Meloni la spunta «Indica il premier  chi ha un voto in più»

Ma la leader di Fratelli d’Italia non stravince: avrebbe voluto che il suo nome fosse indicato sulla scheda. Aperto il nodo collegi

Pubblicato più di 2 anni faEdizione del 28 luglio 2022

Giorgia Meloni ha ottenuto quel che aveva chiesto invano per mesi: la conferma della regola del 2018 sulla scelta del premier e così, automaticamente, la certezza di essere lei a indicare l’inquilino di palazzo Chigi se il centrodestra vincerà le elezioni.

SALVINI ufficializza, quando il lunghissimo vertice è ancora in corso nella sala dei Longobardi del gruppo leghista alla Camera è ancora in corso: «Squadra compatta e decidono gli italiani. Chi prende un voto in più indica il premier». Ma non è una vittoria piena quella della sorella d’Italia. Ambiva a far indicare subito il suo nome, per blindare la coalizione e certificare che la destra, all’opposto di Letta, si muove nell’ottica del maggioritario e nella prospettiva del bipolarismo. Su quel fronte non ha sfondato. Ciascuno si presenterà con il proprio simbolo e il nome del proprio leader bene in vista. Le liste saranno diverse, né c’era mai stato dubbio, tranne che per gli italiani all’estero, dove la lista sarà unitaria. La formula dell’indicazione, peraltro, non si traduce automaticamente in Meloni.

GIORGIA HA sbloccato la situazione sin qui paralizzata dalla controproposta di Berlusconi, che voleva affidare la scelta del premier all’assemblea degli eletti, contando sul fatto che i suoi parlamentari, sommati a quelli di Salvini, dovrebbero comunque superare quelli tricolori. Ma non è riuscita a imporre la logica del maggioritario e ciò significa che, se il risultato del 25 settembre non sarà tanto netto da rendere impossibile giri di valzer, la situazione resterà comunque aperta.

IL CONCLAVE di generali e ufficiali del centrodestra ha di fronte una lista di problemi foltissima, anche se il nodo del premier e quello della ripartizione delle candidature nei collegi maggioritari sono quelli di gran lunga principali, i soli a giustificare la tensione che circonda l’incontro. I tre leader principali si vedono in anticipo, mettono le basi per un accordo che deve essere raggiunto a tutti i costi e su questo nessuno ha dubbi. Poi arriva il gruppone: La Russa scorta la sorellissima per Fratelli d’Italia, Giorgetti e Calderoli accompagnano Salvini, con Berlusconi ci sono Tajani, Ronzulli, Barelli e Marta Fascina la fidanzata d’Arcore.
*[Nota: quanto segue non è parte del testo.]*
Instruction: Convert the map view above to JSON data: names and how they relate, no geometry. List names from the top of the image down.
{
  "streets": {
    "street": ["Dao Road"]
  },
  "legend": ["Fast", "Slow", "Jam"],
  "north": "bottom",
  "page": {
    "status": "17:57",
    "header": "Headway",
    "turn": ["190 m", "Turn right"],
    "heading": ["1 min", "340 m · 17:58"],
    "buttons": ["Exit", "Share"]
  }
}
Ma ci sono anche le schegge centriste: De Poli e Saccone per l’Udc, Coraggio Italia di Brugnaro, che tenterà la sorte correndo da solo, Lupi e Colucci per Noi con l’Italia. Manca Toti, tentato dal salto della quaglia, una improbabile alleanza con Letta.

BERLUSCONI aveva aperto il fuoco sin dal mattino: la candidatura di Giorgia Meloni può spaventare l’elettorato moderato. Non è solo un comodo alibi, almeno in parte i rischi di una candidata che viene dall’estrema destra sono reali anche se proprio ieri, dopo il durissimo attacco di qualche giorno fa, il New York Times è uscito con un pezzo sdrammatizzante, che invita a non temere né la democrazia né l’eventuale vittoria della sovranista. Ma Salvini e Berlusconi nutrono anche timori meno oggettivi e più egoistici: la probabilità che incoronare l’alleata ora inneschi una sorta di effetto traino che concentrerebbe i voti sul suo nome e sulla sua lista. La soluzione è quella delle liste separate, ciascuna con il suo leader ben in vista a fare da richiamo. Una formula che però fa a pugni con il bipolarismo a cui mira la leader di FdI perché solo il bipolarismo fa da scudo al suo punto debole: l’impossibilità, a differenza degli alleati, di giocare anche a centrocampo e non solo sull’ala destra. Una formula, soprattutto, che lascia le mani libere ai soci.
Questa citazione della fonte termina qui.